(Saved entries)
================================

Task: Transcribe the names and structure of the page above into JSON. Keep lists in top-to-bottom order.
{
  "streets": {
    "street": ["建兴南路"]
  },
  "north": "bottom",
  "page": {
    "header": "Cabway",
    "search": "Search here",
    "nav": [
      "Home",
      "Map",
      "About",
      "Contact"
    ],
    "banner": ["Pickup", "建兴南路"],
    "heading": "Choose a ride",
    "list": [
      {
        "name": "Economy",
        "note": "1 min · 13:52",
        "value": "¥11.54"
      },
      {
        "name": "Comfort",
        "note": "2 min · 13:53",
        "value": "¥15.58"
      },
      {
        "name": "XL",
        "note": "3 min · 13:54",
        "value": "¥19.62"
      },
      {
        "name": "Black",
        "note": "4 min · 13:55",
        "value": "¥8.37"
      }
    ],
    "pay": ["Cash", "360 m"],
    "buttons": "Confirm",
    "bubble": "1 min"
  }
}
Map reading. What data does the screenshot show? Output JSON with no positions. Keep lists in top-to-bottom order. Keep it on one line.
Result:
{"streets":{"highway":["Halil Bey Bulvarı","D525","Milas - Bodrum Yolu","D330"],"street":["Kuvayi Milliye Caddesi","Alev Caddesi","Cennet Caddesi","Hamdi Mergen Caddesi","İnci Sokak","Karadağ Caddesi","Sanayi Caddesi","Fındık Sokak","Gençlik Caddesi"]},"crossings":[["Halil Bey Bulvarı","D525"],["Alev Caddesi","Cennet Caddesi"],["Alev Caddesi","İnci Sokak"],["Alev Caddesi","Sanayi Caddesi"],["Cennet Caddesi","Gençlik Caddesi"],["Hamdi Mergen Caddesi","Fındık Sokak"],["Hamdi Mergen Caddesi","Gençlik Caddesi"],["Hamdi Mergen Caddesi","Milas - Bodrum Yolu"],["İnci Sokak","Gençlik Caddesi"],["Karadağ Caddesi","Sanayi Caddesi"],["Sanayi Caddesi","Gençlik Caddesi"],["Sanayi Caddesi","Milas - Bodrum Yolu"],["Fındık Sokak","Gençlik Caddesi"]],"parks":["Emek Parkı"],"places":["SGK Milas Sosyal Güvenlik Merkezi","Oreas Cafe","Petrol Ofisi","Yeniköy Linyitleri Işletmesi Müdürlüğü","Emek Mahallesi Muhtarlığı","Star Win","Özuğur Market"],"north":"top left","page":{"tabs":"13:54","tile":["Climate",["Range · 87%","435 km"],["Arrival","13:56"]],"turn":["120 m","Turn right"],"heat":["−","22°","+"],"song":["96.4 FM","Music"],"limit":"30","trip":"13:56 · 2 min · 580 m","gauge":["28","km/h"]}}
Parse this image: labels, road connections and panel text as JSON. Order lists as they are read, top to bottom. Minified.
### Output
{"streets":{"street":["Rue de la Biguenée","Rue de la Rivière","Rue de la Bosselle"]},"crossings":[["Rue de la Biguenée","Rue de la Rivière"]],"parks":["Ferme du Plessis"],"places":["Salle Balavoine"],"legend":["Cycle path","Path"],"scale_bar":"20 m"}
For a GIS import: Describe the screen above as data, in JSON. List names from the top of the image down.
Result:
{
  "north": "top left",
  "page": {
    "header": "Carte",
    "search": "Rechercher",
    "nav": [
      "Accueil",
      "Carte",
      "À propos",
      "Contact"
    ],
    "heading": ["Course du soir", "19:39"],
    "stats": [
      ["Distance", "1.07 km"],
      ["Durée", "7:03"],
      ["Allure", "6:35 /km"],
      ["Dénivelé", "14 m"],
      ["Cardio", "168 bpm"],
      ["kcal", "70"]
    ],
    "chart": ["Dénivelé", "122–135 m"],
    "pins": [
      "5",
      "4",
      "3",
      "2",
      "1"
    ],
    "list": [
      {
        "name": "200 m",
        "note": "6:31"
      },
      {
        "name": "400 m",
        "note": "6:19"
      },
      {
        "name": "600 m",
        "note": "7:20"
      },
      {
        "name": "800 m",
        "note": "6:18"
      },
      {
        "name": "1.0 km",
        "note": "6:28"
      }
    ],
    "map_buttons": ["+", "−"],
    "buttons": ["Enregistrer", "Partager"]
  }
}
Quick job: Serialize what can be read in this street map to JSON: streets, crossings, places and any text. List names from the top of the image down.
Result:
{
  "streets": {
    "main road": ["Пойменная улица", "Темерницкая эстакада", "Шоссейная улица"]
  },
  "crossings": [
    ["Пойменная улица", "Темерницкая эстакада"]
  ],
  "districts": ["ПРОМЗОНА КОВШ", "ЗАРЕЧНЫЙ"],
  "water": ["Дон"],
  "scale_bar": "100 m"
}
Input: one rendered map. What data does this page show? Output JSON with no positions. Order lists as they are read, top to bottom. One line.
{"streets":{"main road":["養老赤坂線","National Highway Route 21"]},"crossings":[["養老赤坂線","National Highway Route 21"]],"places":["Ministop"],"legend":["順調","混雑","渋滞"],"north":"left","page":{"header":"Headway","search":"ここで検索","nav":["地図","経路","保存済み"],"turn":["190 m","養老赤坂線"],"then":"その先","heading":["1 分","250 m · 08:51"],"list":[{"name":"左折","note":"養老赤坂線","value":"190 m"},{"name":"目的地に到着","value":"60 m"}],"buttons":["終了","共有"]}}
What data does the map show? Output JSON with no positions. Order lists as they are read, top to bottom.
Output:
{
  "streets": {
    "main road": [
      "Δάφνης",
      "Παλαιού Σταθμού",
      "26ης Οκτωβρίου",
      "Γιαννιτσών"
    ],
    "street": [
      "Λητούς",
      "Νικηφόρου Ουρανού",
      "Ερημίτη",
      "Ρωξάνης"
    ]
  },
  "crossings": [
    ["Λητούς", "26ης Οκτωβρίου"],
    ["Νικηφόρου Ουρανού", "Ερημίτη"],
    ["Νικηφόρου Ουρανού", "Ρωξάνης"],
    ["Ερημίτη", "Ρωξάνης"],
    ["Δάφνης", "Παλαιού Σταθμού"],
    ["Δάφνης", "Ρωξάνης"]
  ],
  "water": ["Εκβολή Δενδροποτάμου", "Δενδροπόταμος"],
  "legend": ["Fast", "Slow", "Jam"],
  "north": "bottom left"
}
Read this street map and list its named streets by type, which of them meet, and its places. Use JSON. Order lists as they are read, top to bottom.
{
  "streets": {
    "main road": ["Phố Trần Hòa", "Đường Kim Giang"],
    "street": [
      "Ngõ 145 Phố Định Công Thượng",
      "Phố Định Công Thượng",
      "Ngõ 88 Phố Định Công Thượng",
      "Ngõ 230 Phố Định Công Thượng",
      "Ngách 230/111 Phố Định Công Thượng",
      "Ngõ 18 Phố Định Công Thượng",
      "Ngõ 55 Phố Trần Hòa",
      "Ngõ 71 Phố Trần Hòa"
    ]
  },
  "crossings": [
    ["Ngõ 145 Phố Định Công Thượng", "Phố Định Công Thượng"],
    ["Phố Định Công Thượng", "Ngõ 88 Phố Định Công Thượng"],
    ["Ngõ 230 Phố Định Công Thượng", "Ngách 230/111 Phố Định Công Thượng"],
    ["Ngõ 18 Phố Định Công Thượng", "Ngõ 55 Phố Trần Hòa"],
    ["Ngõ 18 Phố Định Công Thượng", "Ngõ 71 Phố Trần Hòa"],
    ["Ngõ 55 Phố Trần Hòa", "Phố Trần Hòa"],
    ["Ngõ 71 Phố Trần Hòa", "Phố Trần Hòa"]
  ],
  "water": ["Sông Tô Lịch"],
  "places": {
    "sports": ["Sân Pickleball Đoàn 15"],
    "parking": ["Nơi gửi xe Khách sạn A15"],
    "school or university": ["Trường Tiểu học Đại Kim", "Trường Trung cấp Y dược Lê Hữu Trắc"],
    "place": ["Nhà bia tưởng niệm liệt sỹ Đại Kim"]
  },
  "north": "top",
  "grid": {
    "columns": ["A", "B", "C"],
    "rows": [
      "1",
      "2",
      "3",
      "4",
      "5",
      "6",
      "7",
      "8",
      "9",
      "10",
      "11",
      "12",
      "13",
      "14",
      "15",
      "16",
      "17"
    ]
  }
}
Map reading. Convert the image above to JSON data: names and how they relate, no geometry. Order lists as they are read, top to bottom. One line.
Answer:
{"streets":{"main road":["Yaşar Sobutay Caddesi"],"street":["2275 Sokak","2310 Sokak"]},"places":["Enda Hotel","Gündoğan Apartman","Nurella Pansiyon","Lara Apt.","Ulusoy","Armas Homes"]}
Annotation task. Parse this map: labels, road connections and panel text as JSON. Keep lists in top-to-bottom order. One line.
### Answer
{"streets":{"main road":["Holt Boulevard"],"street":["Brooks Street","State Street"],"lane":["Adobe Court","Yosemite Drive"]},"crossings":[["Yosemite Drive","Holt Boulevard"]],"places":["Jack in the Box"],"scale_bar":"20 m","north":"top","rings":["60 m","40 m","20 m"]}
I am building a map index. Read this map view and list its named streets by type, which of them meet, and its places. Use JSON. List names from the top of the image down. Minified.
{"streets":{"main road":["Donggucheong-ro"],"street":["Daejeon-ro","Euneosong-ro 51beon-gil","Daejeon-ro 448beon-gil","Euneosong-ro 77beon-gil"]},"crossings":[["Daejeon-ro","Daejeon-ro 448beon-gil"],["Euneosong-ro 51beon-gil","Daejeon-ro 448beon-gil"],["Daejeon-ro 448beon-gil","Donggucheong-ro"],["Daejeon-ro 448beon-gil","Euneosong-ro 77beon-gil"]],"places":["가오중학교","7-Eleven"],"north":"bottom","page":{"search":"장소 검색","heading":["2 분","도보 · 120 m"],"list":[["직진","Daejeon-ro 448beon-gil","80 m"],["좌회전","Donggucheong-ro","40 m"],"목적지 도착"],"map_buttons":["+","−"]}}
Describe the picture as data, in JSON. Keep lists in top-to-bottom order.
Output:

================================

If a line in the records above has the word "Parse", copy it out.

Parse this image: labels, road connections and panel text as JSON. Order lists as they are read, top to bottom. Minified.
Annotation task. Parse this map: labels, road connections and panel text as JSON. Keep lists in top-to-bottom order. One line.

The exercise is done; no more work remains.